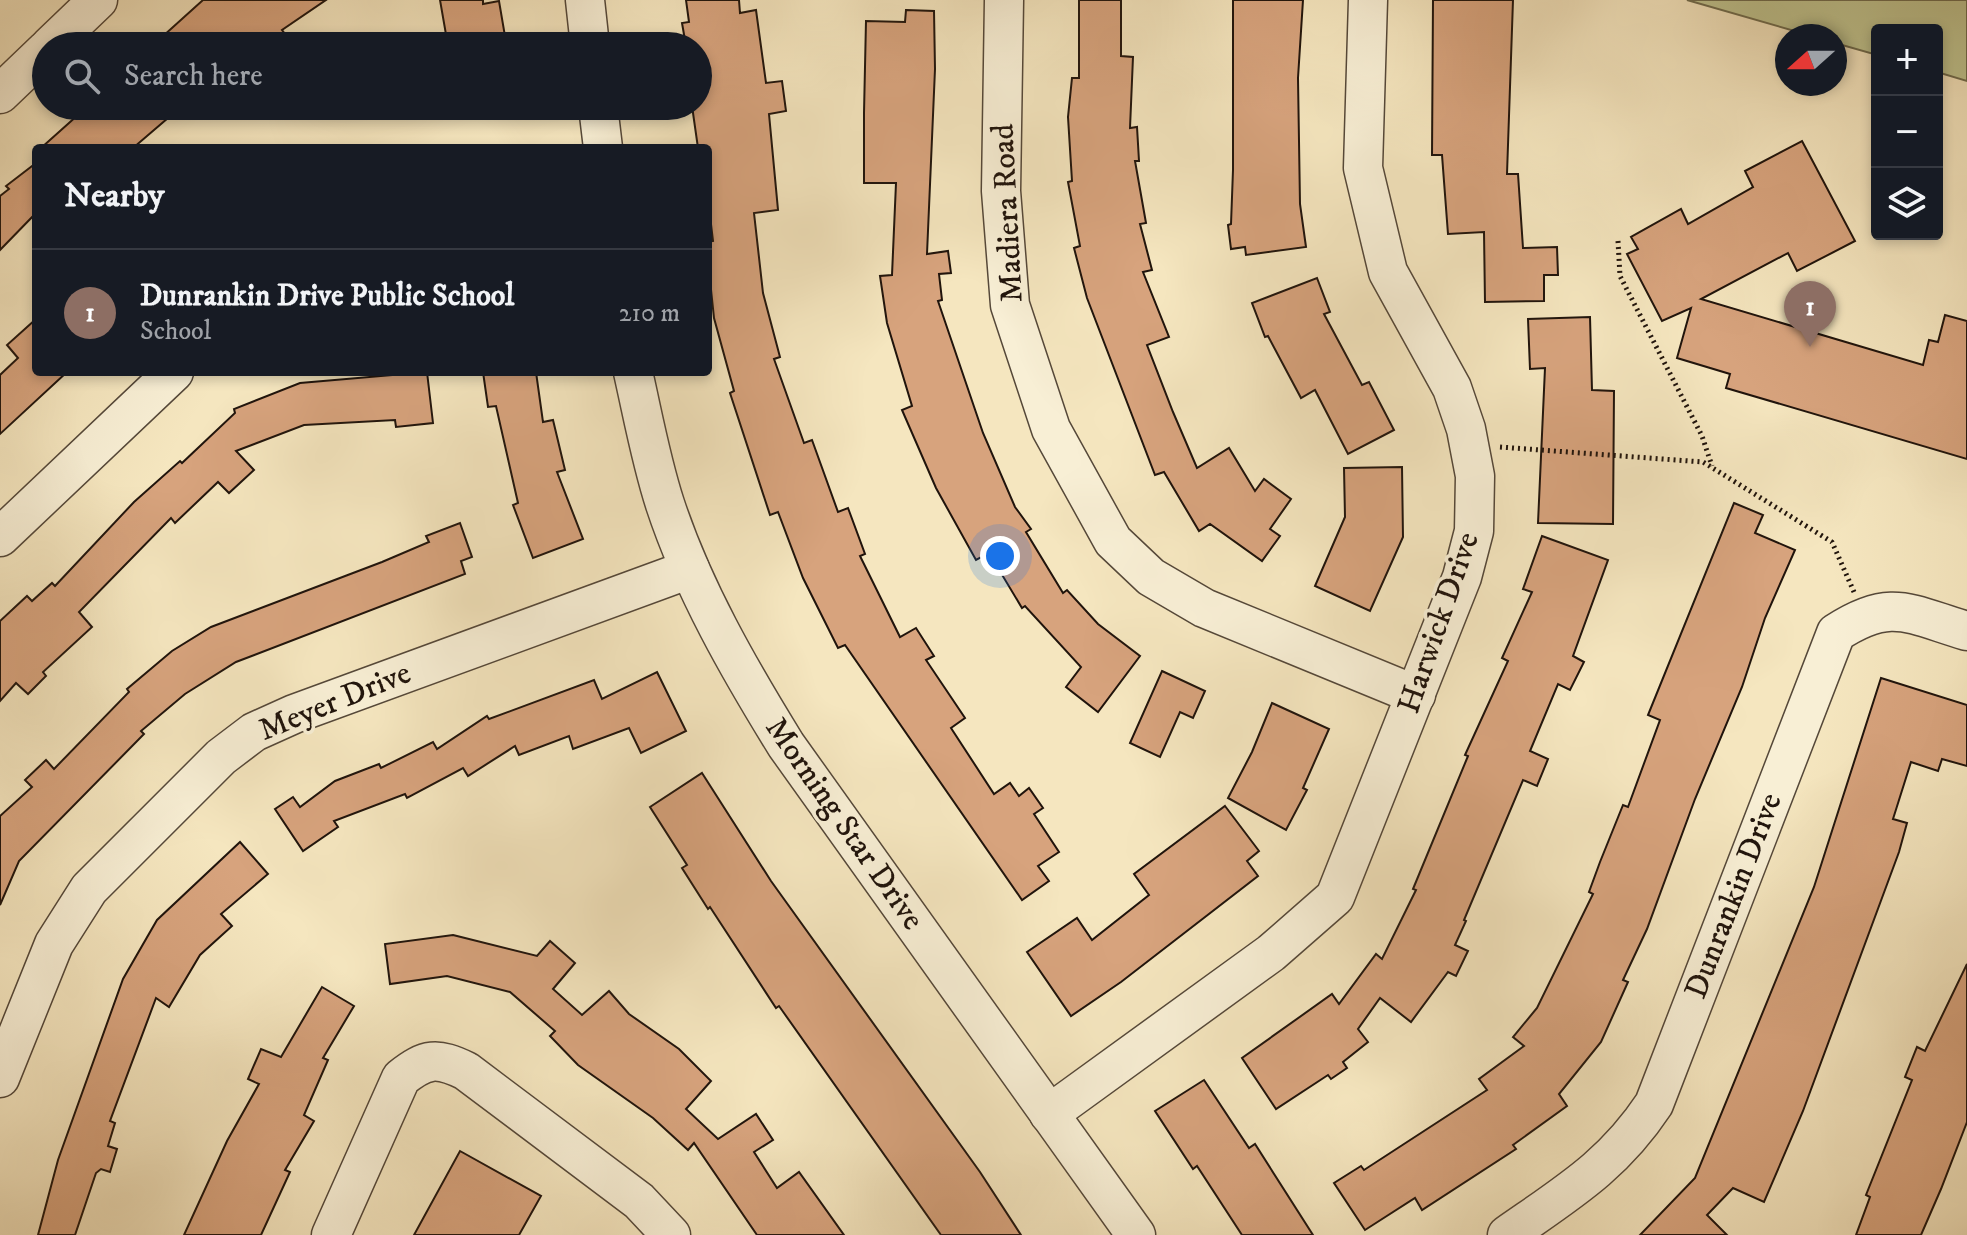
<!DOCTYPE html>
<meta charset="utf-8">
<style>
:root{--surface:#171b24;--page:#242831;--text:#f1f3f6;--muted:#9ea1a6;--line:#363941;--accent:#d93025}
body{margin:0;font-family:"IM FELL DW Pica",serif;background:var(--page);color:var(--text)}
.controls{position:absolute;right:24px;top:24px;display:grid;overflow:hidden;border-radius:8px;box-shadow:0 4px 12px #0003}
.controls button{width:72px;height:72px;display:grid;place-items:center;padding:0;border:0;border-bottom:2px solid var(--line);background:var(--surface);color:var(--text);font:40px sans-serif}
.compass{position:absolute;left:1775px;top:24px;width:72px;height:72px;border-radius:50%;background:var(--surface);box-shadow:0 4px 12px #0003;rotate:249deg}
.you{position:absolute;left:1000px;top:556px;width:28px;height:28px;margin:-20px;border:6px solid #fff;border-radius:50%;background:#1a73e8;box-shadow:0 0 0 12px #1a73e833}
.badge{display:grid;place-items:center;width:52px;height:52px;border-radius:50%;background:var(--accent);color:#fff;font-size:26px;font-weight:700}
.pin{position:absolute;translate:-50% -66px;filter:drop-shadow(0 2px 4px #0008)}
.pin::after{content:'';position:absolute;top:42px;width:28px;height:24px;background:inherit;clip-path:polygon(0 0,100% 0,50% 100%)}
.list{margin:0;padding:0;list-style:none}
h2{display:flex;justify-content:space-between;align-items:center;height:104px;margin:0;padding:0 32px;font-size:34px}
h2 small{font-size:26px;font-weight:400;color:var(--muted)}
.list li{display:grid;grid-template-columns:52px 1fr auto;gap:24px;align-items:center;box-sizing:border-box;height:128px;padding:0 32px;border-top:2px solid var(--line)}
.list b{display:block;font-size:30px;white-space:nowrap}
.list p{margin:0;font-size:26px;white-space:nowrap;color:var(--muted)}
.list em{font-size:26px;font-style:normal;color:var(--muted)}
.icon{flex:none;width:44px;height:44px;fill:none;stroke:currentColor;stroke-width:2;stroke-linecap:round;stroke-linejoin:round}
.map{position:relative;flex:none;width:1967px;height:1235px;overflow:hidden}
.search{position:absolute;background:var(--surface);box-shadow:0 4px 12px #0003;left:32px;top:32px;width:680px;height:88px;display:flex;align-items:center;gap:20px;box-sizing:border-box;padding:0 28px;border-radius:44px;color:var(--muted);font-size:30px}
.panel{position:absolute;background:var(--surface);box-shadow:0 4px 12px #0003;left:32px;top:144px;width:680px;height:232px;border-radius:8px}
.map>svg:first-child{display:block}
</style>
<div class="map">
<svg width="1967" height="1235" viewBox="0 0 1967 1235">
<rect width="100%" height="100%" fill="#f5e6bf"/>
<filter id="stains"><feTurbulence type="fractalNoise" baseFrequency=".0025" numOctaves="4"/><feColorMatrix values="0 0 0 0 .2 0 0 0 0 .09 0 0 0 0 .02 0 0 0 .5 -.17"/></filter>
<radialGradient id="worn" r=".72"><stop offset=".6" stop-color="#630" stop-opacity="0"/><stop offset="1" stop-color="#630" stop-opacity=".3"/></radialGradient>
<!-- green -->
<path fill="#bfc490" stroke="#706c4e" stroke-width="2" d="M1687,0H1967V81L1937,72V30H1877V55L1835,43V36H1812Z"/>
<!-- building -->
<g fill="#d7a37d" stroke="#20140c" stroke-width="2">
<path d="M203,0H326L282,30L285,34L272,46H152Z"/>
<path d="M440,0H483V4L499,1L506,42L448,46Z"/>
<path d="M686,0H739L740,13L756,10L766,83L782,81L786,111L769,114L778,210L754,213L763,293L780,357L774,359L804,443L812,440L838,512L848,508L865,554L860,556L900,637L916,628L934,656L926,660L965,718L951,728L994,794L1010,783L1019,796L1029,788L1043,808L1034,814L1059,852L1038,866L1049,881L1022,900L845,645L838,648L803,578L778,512L770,515L730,393L734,391L714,318L708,261V242L713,241L708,199V148H698L692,106H698V46H686L682,23L689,22Z"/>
<path d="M1079,0H1121V56L1133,57L1130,128L1137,127L1139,161H1135L1146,223L1140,224L1152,270L1143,272L1169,337L1147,345L1173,412L1197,468L1229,448L1255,491L1264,479L1291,499L1270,529L1280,536L1262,561L1210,524L1199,531L1164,472L1155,475L1087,298L1074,248L1080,246L1068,182L1072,181L1068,117L1072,78H1079Z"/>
<path d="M1233,0H1303L1298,78L1300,204L1306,247L1246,255L1245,247L1231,249L1228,225L1231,224L1233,170Z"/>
<path d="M1433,0H1513L1507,174H1518L1523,248L1557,247L1558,275H1544V301L1485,302L1484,232L1448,234L1442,155H1432Z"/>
<path d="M906,10L934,11L935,69L927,254L948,251L951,273L939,274L942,300L938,301L983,433L1015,507L1031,529L1026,532L1063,593L1067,590L1098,624L1140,656L1098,712L1066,687L1081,667L1025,606L1022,608L989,553L976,560L936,488L902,410L912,406L887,323L880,276L892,275L896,183H864V113L866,21L905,22Z"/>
<path d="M88,106H182L133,148H41Z"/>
<path d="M1802,141L1855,241L1797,271L1788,253L1701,299L1923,365L1929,340L1938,342L1945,315L1967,321V459L1726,388L1730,374L1677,358L1691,308L1662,321L1627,254L1638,249L1631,237L1681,209L1688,224L1753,187L1745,171Z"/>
<path d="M36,163V213L0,250V196L9,189L6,186Z"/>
<path d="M1317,278L1330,312L1324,314L1362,385L1369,382L1394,430L1348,454L1315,390L1301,398L1268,336L1265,337L1252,303Z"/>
<path d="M1590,317L1592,390L1614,391L1613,524L1538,523L1545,368L1530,369L1528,319Z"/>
<path d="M36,319V372H67L0,434V375L18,358L7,345Z"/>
<path d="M427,372L433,423L396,427L395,420L304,425L236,451L254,470L229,493L218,482L175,523L171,518L79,612L92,627L43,672L46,676L28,694L16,683L0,701V621L27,596L32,601L52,583L55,586L134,502L180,461L182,463L235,413L234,409L300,383Z"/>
<path d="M483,372H536L543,422L553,420L565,470L557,472L583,539L533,558L513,505L518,503L496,406L488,407Z"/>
<path d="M1402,467L1403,537L1370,611L1315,586L1345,517L1344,468Z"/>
<path d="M1734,503L1763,515L1755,533L1795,550L1765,618L1742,687L1695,799L1647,929L1623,980L1628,982L1601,1042L1559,1094L1567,1106L1513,1145L1516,1149L1422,1210L1415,1198L1365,1230L1334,1183L1361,1166L1364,1170L1487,1090L1479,1079L1524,1046L1513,1037L1537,1008L1593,894L1589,892L1600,862L1623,805L1628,807L1660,720L1648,715Z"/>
<path d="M460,523L472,557L461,561L465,574L236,662L185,694L141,731L144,734L19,861L0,905V816L32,787L25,780L46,760L54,769L129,692L127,689L172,651L211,627L382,562L429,542L426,536Z"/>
<path d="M1542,536L1608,560L1573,656L1584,662L1570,690L1558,684L1530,751L1548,759L1537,786L1523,780L1464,920L1466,921L1455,945L1468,951L1456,976L1448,972L1411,1022L1380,998L1358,1029L1368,1042L1343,1062L1347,1068L1331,1079L1328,1075L1276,1109L1242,1058L1332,994L1339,1004L1376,954L1382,959L1416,890L1413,889L1468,756L1465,755L1508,661L1502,658L1532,592L1523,589Z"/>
<path d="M1162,671L1205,691L1193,718L1180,712L1160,757L1130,743Z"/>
<path d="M657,672L686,731L641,753L629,728L573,749L569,736L519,755L515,746L468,776L463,768L407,798L405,794L334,821L338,827L303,851L275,809L293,797L300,807L335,781L379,764L381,768L433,742L437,749L487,716L489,719L594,680L602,699Z"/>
<path d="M1881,678L1967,705V766L1942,759L1938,771L1911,762L1893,819L1907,823L1899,852L1803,1111L1764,1202L1733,1188L1707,1215L1727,1235H1640L1695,1178L1814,887Z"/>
<path d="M1272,703L1329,729L1303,788L1307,790L1286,830L1228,798L1252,752Z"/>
<path d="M702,773L771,881L980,1172L1021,1235H941L779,1006L776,1008L710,907L708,909L682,868L687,865L650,807Z"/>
<path d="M1225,806L1259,851L1247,861L1258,876L1121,982L1071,1016L1027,952L1077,918L1092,940L1149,895L1134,874Z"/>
<path d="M240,842L268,874L221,914L232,926L200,955L169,1007L156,998L110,1121L115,1123L108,1146L117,1149L110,1172L101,1169L96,1173L75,1235H38L58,1160L123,979L157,920Z"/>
<path d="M453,935L537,956L550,941L575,963L553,989L582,1015L609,991L629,1014L679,1049L711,1081L686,1109L718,1139L756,1114L773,1140L754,1152L777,1188L799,1172L844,1235H757L694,1143L688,1150L653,1118L578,1065L550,1036L555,1031L510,992L447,976L390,984L385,944Z"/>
<path d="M1967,964V1122L1941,1189L1921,1235H1856L1870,1197L1866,1195L1912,1080L1905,1077L1917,1047L1925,1051Z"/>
<path d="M322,987L354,1006L323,1058L328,1060L304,1115L314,1121L285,1170L290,1172L261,1235H184L227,1141L259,1084L248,1079L261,1049L281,1057Z"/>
<path d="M1204,1080L1249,1148L1255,1144L1313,1235H1242L1197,1166L1193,1169L1155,1111Z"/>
<path d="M460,1151L541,1196L519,1235H414Z"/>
</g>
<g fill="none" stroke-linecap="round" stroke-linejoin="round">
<defs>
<g id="minor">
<path d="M585,0L590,46"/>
<path d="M1004,0L1001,191L1010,305L1051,429L1113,541L1151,577L1204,608L1416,695"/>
<path d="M50,46L98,0"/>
<path d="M0,94L46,50"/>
<path d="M598,106L603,148"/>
<path d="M633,372C643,416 651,461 665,504C693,589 739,669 786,745L1136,1235"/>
<path d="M0,537L174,372"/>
<path d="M0,1078L54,944L89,889L221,757L254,732L294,714L690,569"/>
<path d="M1049,1114L1271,953L1335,897L1462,577L1474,531L1475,476L1466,429L1452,388L1388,272L1363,168L1368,0"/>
<path d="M331,1235L401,1078C426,1058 437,1057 466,1071L639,1201L671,1235"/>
<path d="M1507,1235C1567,1193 1613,1166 1654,1104L1836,633C1891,597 1909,614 1967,631"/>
</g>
</defs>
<!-- minor casing -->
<use href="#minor" stroke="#554839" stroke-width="41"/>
<!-- path -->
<g stroke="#20140c" stroke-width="5" stroke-dasharray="2 4" stroke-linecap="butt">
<path d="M1618,241L1620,276L1702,436L1712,466"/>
<path d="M1500,447L1703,462L1832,542L1854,592"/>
</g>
<!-- minor -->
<use href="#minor" stroke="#f8efd5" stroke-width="38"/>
</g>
<g text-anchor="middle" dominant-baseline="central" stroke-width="7" stroke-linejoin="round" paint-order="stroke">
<!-- street labels -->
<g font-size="32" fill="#20140c" stroke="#f8efd5">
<text transform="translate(1008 213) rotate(-93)">Madiera Road</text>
<text transform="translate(1439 623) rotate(-71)">Harwick Drive</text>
<text transform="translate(335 702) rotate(-22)">Meyer Drive</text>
<text transform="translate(844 824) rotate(55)">Morning Star Drive</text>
<text transform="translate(1734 896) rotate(-69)">Dunrankin Drive</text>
</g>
</g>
<rect width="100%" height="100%" filter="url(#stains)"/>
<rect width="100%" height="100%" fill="url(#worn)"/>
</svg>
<div class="controls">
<button>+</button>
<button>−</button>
<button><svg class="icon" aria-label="layers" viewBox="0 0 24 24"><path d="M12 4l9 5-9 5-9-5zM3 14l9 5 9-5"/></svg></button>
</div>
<svg class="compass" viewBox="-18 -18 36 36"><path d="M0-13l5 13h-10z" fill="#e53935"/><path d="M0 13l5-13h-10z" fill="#9ea1a6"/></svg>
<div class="you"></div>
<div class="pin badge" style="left:1810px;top:347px;background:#8d6e63">1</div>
<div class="search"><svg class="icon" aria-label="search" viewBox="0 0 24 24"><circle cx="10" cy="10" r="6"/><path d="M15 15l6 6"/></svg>Search here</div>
<section class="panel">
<h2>Nearby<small></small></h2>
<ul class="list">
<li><span class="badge" style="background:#8d6e63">1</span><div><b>Dunrankin Drive Public School</b><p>School</p></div><em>210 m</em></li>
</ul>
</section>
</div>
━━━━━━
• [Work request] Those lines above that contain the string "nowrap" should be returned.

• [Exercise answer]
.list b{display:block;font-size:30px;white-space:nowrap}
.list p{margin:0;font-size:26px;white-space:nowrap;color:var(--muted)}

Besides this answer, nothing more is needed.